== Excerpted records
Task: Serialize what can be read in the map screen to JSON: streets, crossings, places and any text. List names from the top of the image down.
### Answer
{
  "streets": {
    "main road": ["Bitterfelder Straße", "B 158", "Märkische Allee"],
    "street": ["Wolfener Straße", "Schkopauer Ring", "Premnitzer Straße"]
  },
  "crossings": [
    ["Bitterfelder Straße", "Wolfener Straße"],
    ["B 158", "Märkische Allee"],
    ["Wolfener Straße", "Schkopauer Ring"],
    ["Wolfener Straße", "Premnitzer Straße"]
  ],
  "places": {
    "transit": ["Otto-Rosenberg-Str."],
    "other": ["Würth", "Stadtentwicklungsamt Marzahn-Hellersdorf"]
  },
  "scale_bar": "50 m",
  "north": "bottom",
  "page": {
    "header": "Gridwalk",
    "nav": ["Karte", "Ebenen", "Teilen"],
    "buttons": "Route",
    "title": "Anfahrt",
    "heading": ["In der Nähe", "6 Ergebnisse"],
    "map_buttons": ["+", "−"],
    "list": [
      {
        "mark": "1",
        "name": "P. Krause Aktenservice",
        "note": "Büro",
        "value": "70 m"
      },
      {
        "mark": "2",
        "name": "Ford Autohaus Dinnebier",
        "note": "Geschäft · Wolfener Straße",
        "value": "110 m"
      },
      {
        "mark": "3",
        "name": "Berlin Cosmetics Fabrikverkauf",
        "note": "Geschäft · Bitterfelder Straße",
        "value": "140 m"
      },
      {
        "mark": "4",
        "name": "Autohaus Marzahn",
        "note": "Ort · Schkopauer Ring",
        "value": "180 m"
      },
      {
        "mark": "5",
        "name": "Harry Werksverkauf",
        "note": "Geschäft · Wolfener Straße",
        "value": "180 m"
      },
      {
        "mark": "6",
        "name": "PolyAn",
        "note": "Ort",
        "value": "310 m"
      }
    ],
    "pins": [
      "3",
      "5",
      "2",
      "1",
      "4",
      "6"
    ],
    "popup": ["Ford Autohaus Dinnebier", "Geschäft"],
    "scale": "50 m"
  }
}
====
**Work to be completed**
Among the entries, copy every line containing the word "Straße".

**Response to this exercise**
    "main road": ["Bitterfelder Straße", "B 158", "Märkische Allee"],
    "street": ["Wolfener Straße", "Schkopauer Ring", "Premnitzer Straße"]
    ["Bitterfelder Straße", "Wolfener Straße"],
    ["Wolfener Straße", "Schkopauer Ring"],
    ["Wolfener Straße", "Premnitzer Straße"]
        "note": "Geschäft · Wolfener Straße",
        "note": "Geschäft · Bitterfelder Straße",
        "note": "Geschäft · Wolfener Straße",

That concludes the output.